#### WHAT IS BEING ASKED:
What lines in the records include the string "Патриотов"? Return each one.

#### GIVEN ENTRIES:
---*---

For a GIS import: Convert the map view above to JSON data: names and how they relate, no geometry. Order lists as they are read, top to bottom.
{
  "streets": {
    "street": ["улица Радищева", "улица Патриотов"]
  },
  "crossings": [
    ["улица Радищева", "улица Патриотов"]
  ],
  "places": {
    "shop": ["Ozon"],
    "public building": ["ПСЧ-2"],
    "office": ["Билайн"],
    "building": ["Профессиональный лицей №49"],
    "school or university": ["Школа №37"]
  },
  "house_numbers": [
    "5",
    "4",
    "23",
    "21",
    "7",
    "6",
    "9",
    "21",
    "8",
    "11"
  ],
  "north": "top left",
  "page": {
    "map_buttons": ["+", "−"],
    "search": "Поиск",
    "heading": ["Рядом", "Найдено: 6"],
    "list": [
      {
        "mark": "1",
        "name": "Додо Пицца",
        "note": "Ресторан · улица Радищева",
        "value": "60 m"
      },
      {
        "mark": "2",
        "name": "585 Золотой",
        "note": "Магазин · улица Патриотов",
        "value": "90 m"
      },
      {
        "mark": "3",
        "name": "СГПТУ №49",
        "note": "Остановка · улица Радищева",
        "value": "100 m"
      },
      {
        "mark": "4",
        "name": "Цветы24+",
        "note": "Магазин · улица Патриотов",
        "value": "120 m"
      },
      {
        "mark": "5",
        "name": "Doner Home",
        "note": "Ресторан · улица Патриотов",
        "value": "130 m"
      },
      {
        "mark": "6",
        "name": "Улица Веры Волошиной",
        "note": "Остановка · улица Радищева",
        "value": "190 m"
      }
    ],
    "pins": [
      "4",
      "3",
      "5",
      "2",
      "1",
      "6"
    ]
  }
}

---*---

#### SOLUTION:
    "street": ["улица Радищева", "улица Патриотов"]
    ["улица Радищева", "улица Патриотов"]
        "note": "Магазин · улица Патриотов",
        "note": "Магазин · улица Патриотов",
        "note": "Ресторан · улица Патриотов",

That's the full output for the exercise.